Auf die ambulante Betreuung durch
spezialisierte Palliativmediziner und
-pflegedienste haben gesetzlich
Krankenversicherte seit April 2007 einen
Anspruch. Die Umsetzung dieses Gesetzes ist
bei schwerkranken Kindern und Jugendlichen
jedoch besonders problematisch. "Zum einen
verlaufen die Krankheiten oft anders als bei
Erwachsenen, die Symptome sind andere und
die Prognosen sind schwieriger. Zum anderen
ist die Zahl der Spezialisten gering und die
Wege im Flächenland Niedersachsen oft weit",
erklärt Professor Dr.
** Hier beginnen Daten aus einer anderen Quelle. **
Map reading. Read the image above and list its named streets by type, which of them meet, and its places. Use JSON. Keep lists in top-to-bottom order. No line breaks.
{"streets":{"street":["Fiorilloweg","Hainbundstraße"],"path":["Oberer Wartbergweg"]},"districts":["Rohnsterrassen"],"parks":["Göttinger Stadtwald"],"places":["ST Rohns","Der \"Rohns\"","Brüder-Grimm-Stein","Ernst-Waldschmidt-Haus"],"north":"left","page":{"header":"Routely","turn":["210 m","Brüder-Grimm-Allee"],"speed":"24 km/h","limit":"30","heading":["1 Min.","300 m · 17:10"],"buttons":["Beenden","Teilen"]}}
Dirk Reinhardt,
Oberarzt an der MHH-Klinik für Pädiatrische
Hämatologie und Onkologie und gleichzeitig
Geschäftsführer der Betreuungsnetz
Unternehmergesellschaft. Wegen der
besonderen Bedingungen hatten die
Leistungserbringer in der spezialisierten
ambulanten pädiatrischen Palliativversorgung
schon seit längerem gesonderte Verträge mit
den Krankenkassen angestrebt.
In Niedersachsen sterben pro Jahr etwa 120
Kinder und Jugendliche an unheilbaren
Krankheiten. Am häufigsten handelt es sich
dabei um Erkrankungen des Nervensystems oder
um Krebs, aber auch um Stoffwechsel-,
Muskel- und Organerkrankungen. Die
spezialisierte palliative Versorgung der
jungen Patienten im häuslichen Umfeld wird
von zunächst fünf regionalen Teams aus
Oldenburg, Sulingen, Hannover, Braunschweig
und Göttingen geleistet. Zu jedem Team
gehören mindestens ein qualifizierter
Palliativmediziner, ein ambulanter
Pflegedienst und ein psychosozialer
Betreuungsdienst. Koordiniert werden die
Teams vom Netzwerk für die Versorgung
schwerkranker Kinder und Jugendlicher e.V..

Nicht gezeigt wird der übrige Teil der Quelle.